■ **ABOUT THIS EXERCISE**:
Your job is to set down the stretch of entries that opens with the line containing "M47,1258C82,1248 106,1227 122,1195" and closes with the line containing "M0,1033L1259,998". Keep both end lines, copy each exactly, and add nothing.

─── RECORDS SUPPLIED ───

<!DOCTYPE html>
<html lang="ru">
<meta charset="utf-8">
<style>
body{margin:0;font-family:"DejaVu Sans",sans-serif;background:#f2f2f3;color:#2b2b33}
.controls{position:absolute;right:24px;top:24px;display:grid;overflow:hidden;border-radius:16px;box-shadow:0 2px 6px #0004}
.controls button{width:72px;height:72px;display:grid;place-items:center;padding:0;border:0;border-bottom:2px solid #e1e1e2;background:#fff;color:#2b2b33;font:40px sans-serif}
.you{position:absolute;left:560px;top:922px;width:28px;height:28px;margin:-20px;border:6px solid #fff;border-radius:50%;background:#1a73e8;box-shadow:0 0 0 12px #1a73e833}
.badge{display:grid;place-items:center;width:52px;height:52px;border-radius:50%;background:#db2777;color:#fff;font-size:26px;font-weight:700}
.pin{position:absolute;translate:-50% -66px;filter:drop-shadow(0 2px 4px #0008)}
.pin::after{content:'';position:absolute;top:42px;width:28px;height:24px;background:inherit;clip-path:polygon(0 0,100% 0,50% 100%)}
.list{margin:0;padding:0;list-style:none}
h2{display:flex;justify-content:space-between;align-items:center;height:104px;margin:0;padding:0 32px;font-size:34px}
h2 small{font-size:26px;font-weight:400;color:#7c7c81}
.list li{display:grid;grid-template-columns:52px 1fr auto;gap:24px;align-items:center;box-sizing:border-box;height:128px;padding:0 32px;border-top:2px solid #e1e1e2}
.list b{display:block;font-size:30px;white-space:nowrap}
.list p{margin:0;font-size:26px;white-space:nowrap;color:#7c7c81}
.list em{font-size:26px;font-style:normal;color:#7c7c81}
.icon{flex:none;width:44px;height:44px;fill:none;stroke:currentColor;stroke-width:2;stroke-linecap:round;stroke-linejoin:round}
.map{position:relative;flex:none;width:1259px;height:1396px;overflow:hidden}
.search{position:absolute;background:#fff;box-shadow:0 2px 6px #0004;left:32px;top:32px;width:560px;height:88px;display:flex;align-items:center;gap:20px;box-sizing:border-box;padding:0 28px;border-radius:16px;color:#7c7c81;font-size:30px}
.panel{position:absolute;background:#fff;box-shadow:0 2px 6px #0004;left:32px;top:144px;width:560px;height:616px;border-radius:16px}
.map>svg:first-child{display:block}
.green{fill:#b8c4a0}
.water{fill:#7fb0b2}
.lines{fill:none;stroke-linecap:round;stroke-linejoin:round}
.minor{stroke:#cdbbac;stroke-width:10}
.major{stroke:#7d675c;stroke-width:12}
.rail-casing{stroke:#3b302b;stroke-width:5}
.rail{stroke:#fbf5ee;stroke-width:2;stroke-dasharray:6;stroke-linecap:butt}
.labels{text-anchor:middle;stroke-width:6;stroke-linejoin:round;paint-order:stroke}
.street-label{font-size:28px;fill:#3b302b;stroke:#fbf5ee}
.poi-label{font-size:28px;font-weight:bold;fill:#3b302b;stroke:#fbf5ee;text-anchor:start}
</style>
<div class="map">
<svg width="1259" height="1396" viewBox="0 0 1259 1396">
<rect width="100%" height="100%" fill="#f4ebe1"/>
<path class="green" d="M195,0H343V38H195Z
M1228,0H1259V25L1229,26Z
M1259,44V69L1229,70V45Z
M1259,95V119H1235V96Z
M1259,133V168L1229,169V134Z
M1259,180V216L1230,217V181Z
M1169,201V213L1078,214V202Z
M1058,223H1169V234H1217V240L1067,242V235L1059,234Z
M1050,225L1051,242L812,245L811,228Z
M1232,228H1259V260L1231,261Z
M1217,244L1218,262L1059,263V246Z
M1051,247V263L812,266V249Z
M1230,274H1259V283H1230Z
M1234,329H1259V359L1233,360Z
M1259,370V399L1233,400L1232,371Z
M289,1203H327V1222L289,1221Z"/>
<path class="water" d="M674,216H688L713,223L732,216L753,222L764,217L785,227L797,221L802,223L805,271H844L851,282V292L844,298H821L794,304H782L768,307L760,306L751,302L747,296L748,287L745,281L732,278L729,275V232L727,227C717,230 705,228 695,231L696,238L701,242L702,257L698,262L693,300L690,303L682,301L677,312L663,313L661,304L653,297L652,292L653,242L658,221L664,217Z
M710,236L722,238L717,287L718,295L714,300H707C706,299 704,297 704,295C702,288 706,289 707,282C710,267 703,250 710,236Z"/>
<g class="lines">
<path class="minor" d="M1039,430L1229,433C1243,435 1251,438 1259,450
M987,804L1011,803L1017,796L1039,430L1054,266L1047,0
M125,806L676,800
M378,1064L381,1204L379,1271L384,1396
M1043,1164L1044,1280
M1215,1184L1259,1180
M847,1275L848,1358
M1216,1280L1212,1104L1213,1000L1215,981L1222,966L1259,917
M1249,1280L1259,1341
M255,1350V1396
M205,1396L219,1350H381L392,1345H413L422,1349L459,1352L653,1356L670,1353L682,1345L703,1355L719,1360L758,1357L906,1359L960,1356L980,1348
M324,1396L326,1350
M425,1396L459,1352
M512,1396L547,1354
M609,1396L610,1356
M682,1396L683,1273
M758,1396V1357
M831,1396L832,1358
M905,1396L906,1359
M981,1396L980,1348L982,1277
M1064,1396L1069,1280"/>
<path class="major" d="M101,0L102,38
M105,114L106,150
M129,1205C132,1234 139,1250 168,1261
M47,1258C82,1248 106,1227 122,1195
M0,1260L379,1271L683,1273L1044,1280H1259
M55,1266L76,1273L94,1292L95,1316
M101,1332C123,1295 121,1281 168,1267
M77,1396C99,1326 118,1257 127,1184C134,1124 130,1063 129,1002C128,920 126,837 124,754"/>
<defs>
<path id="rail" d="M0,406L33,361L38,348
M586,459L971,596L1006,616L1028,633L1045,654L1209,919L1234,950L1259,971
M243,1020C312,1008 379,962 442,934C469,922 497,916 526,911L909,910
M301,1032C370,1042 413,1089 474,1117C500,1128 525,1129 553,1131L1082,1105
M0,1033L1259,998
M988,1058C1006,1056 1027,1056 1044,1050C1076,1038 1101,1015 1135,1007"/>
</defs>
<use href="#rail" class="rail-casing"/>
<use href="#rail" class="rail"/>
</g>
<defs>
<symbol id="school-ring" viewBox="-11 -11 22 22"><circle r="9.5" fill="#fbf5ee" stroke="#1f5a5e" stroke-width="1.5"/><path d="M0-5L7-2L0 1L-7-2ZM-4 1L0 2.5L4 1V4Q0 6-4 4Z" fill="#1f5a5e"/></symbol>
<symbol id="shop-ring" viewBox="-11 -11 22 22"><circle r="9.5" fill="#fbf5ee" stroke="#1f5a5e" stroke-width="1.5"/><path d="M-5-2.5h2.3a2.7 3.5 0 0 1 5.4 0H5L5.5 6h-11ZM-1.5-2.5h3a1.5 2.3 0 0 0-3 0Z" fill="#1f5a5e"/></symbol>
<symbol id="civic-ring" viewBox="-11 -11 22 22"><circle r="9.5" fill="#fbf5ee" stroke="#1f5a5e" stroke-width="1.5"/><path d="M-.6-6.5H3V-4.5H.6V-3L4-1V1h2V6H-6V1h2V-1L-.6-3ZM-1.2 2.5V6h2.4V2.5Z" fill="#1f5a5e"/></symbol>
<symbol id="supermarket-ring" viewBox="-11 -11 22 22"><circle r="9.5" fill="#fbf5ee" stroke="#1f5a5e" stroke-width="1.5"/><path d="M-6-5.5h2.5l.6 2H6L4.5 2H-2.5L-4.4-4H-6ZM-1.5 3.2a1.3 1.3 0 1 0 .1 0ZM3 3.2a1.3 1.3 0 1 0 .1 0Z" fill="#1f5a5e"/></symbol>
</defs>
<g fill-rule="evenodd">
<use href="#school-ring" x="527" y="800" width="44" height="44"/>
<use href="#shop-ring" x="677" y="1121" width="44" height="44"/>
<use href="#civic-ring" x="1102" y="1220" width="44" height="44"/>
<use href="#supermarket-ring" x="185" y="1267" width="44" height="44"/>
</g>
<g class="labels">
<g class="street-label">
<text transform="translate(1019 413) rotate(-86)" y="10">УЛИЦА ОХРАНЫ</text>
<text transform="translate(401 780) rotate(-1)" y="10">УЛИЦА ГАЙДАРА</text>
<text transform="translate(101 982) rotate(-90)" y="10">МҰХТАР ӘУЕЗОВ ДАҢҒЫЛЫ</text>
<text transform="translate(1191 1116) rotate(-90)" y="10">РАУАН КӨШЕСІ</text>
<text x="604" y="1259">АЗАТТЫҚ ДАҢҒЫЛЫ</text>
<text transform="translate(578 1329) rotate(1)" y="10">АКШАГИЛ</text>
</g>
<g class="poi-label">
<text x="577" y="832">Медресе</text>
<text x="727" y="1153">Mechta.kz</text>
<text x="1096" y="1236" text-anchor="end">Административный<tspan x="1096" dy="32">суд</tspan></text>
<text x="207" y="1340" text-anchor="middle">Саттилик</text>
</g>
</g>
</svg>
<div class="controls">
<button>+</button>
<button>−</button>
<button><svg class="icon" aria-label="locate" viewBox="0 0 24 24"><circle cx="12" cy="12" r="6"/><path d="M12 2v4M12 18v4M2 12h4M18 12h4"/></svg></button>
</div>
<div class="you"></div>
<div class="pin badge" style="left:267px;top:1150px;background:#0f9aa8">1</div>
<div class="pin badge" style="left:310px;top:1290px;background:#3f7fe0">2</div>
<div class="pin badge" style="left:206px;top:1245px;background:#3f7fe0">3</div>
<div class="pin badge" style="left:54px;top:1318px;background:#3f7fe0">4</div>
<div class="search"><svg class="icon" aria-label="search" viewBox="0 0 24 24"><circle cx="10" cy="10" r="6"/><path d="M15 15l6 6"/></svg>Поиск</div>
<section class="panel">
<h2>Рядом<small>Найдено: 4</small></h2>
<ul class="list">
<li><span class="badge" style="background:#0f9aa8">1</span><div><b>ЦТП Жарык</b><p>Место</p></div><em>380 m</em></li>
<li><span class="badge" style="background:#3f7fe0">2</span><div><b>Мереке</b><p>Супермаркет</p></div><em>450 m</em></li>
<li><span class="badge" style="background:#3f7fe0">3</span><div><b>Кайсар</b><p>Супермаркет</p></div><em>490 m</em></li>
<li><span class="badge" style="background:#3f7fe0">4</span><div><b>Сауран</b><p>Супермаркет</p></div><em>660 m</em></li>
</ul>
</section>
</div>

───

■ **SOLUTION FOR THIS PROBLEM**:
M47,1258C82,1248 106,1227 122,1195
M0,1260L379,1271L683,1273L1044,1280H1259
M55,1266L76,1273L94,1292L95,1316
M101,1332C123,1295 121,1281 168,1267
M77,1396C99,1326 118,1257 127,1184C134,1124 130,1063 129,1002C128,920 126,837 124,754"/>
<defs>
<path id="rail" d="M0,406L33,361L38,348
M586,459L971,596L1006,616L1028,633L1045,654L1209,919L1234,950L1259,971
M243,1020C312,1008 379,962 442,934C469,922 497,916 526,911L909,910
M301,1032C370,1042 413,1089 474,1117C500,1128 525,1129 553,1131L1082,1105
M0,1033L1259,998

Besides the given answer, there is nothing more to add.